-- INFORMATION SUPPLIED follows --
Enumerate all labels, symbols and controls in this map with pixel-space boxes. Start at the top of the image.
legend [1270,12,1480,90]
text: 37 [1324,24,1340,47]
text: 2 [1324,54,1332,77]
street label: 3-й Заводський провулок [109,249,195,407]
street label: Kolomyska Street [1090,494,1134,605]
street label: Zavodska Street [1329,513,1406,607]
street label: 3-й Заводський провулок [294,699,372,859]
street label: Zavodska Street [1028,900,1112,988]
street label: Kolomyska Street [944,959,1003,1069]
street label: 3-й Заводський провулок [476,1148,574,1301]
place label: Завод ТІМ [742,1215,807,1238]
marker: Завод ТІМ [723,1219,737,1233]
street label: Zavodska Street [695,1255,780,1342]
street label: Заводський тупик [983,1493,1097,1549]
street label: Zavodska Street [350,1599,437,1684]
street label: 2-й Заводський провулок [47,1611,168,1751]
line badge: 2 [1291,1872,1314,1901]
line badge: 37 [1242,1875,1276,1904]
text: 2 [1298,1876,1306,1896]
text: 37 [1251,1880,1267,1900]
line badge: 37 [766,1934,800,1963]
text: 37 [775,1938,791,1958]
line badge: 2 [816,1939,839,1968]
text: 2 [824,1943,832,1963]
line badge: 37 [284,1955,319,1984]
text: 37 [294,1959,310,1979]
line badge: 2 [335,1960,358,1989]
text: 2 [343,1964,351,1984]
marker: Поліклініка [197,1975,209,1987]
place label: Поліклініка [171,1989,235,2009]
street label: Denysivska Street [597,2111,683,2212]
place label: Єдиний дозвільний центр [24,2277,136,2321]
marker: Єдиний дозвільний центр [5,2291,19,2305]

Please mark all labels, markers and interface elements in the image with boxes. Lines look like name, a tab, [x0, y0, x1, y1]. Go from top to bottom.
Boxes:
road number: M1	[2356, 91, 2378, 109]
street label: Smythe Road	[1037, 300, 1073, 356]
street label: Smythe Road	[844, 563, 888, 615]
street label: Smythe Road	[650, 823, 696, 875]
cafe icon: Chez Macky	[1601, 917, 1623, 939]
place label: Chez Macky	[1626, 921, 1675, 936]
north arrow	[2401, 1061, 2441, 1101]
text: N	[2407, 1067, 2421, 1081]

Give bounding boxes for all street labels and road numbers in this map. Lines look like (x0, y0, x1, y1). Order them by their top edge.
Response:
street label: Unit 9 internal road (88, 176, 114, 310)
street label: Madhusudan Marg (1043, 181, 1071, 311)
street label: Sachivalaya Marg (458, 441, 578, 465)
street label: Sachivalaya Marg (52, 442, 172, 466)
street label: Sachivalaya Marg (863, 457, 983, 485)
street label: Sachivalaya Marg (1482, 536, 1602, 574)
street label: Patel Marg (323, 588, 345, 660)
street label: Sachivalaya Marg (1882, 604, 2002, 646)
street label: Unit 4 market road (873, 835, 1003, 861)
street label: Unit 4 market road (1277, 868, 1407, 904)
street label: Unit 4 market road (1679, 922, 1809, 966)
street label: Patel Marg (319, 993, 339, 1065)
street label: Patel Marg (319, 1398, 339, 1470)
-- INFORMATION SUPPLIED concluded --
EXERCISE INSTRUCTIONS: Each line above that carries the string "Lines" has to be returned.

EXPECTED ANSWER:
Please mark all labels, markers and interface elements in the image with boxes. Lines look like name, a tab, [x0, y0, x1, y1]. Go from top to bottom.
Give bounding boxes for all street labels and road numbers in this map. Lines look like (x0, y0, x1, y1). Order them by their top edge.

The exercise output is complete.